Google-Friendlier

I just took some suggestions from a post on Scribbling.net to “help the Googlebot understand my website.” That’s why the title of each blog entry is now linked to, rather than having the “Link” link at the end of each entry.

Why? Well, Google associates the text you use to link to entries with the content of the links’ destinations. For example, if everyone with a website linked the word crap to microsoft.com, microsoft.com would become the number one search result for the word crap even though the word “crap” appears nowhere on Microsoft’s site. That’s why the words you use to link should be relevant. (It’s also the stuff Google bombs are made of.)
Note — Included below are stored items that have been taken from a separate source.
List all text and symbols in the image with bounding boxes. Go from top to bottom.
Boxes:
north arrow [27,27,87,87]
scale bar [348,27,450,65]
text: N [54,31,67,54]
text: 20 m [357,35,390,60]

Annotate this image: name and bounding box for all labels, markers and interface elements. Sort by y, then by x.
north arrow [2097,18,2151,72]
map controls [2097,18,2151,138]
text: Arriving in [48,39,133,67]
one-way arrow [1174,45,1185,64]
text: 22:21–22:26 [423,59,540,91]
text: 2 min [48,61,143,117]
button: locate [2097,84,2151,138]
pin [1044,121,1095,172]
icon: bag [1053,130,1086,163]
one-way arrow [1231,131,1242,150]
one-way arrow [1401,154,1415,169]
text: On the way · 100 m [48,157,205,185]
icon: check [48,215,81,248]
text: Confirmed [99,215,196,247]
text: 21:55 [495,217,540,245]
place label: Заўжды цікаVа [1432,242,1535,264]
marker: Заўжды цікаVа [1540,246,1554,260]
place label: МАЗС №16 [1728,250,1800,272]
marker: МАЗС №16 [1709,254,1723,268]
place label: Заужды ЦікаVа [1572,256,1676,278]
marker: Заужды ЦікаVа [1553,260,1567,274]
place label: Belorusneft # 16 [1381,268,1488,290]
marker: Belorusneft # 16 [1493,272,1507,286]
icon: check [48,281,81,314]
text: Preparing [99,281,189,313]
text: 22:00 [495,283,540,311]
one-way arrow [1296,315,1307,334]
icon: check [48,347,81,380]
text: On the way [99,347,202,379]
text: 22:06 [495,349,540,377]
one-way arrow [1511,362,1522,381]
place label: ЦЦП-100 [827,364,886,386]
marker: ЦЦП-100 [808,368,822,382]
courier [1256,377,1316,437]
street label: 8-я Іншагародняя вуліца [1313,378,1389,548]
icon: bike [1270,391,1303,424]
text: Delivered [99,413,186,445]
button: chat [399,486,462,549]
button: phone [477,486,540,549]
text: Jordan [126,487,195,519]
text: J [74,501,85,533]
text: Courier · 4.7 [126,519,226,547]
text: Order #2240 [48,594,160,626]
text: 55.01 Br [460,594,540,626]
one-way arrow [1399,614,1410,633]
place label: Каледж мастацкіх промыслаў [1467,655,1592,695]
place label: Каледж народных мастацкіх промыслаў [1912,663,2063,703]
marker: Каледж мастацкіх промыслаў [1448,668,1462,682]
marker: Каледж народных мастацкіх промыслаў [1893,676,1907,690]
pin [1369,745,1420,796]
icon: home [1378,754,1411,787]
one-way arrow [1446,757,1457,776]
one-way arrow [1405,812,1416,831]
The word “link” is not at all relevant to the content of an entry. It’s essentially meaningless, just like “click here” or “here.” A surprising number of sites apparently don’t seem to care at all about this (Boing Boing, for example). I suppose those sites figure they owe nothing to the internet, or the budding Semantic Web, or whatever, and just want to do their own thing. I guess I’m more of a team player in this respect.

Anyway, Scribbling.net’s suggestions are worth checking out.

Also, if you read comments (including ones to old entries), you may be interested in the changes I made to the “Responses” box in the left column. Now you can click on [view] for a popup window of just the comments for that entry. This makes for faster comment viewing. If you want to see the whole entry as well as the comments that follow it (or if you just don’t like javascript), then click on the linked entry title.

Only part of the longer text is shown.